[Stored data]
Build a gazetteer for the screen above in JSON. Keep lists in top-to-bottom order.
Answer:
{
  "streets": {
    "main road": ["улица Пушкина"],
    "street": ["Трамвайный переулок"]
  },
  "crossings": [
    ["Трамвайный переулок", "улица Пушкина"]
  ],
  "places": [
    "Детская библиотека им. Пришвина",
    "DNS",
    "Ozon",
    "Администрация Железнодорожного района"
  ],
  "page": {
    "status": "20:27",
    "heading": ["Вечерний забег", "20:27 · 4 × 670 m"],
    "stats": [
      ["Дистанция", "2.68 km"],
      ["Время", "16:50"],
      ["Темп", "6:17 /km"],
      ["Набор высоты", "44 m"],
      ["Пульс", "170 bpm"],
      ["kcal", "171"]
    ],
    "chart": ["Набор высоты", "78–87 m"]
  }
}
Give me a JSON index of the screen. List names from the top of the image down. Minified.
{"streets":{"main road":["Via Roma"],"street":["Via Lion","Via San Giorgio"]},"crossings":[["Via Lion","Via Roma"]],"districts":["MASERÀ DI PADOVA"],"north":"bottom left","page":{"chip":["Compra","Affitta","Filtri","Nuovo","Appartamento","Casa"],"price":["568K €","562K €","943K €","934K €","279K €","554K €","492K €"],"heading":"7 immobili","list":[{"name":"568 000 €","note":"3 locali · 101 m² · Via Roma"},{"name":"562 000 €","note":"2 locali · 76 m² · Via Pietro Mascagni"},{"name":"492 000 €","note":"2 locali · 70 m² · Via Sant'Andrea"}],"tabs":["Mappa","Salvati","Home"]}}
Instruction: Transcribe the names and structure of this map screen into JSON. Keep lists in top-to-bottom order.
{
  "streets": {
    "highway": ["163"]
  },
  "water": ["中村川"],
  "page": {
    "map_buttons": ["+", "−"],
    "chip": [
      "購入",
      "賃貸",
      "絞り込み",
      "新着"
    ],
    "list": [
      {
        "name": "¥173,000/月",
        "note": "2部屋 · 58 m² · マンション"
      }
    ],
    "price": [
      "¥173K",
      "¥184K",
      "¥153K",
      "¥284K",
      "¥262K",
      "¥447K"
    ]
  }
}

Task requirements: Each entry above should be restated exactly as supplied.

Reply:
Build a gazetteer for the screen above in JSON. Keep lists in top-to-bottom order.
Answer:
{
  "streets": {
    "main road": ["улица Пушкина"],
    "street": ["Трамвайный переулок"]
  },
  "crossings": [
    ["Трамвайный переулок", "улица Пушкина"]
  ],
  "places": [
    "Детская библиотека им. Пришвина",
    "DNS",
    "Ozon",
    "Администрация Железнодорожного района"
  ],
  "page": {
    "status": "20:27",
    "heading": ["Вечерний забег", "20:27 · 4 × 670 m"],
    "stats": [
      ["Дистанция", "2.68 km"],
      ["Время", "16:50"],
      ["Темп", "6:17 /km"],
      ["Набор высоты", "44 m"],
      ["Пульс", "170 bpm"],
      ["kcal", "171"]
    ],
    "chart": ["Набор высоты", "78–87 m"]
  }
}
Give me a JSON index of the screen. List names from the top of the image down. Minified.
{"streets":{"main road":["Via Roma"],"street":["Via Lion","Via San Giorgio"]},"crossings":[["Via Lion","Via Roma"]],"districts":["MASERÀ DI PADOVA"],"north":"bottom left","page":{"chip":["Compra","Affitta","Filtri","Nuovo","Appartamento","Casa"],"price":["568K €","562K €","943K €","934K €","279K €","554K €","492K €"],"heading":"7 immobili","list":[{"name":"568 000 €","note":"3 locali · 101 m² · Via Roma"},{"name":"562 000 €","note":"2 locali · 76 m² · Via Pietro Mascagni"},{"name":"492 000 €","note":"2 locali · 70 m² · Via Sant'Andrea"}],"tabs":["Mappa","Salvati","Home"]}}
Instruction: Transcribe the names and structure of this map screen into JSON. Keep lists in top-to-bottom order.
{
  "streets": {
    "highway": ["163"]
  },
  "water": ["中村川"],
  "page": {
    "map_buttons": ["+", "−"],
    "chip": [
      "購入",
      "賃貸",
      "絞り込み",
      "新着"
    ],
    "list": [
      {
        "name": "¥173,000/月",
        "note": "2部屋 · 58 m² · マンション"
      }
    ],
    "price": [
      "¥173K",
      "¥184K",
      "¥153K",
      "¥284K",
      "¥262K",
      "¥447K"
    ]
  }
}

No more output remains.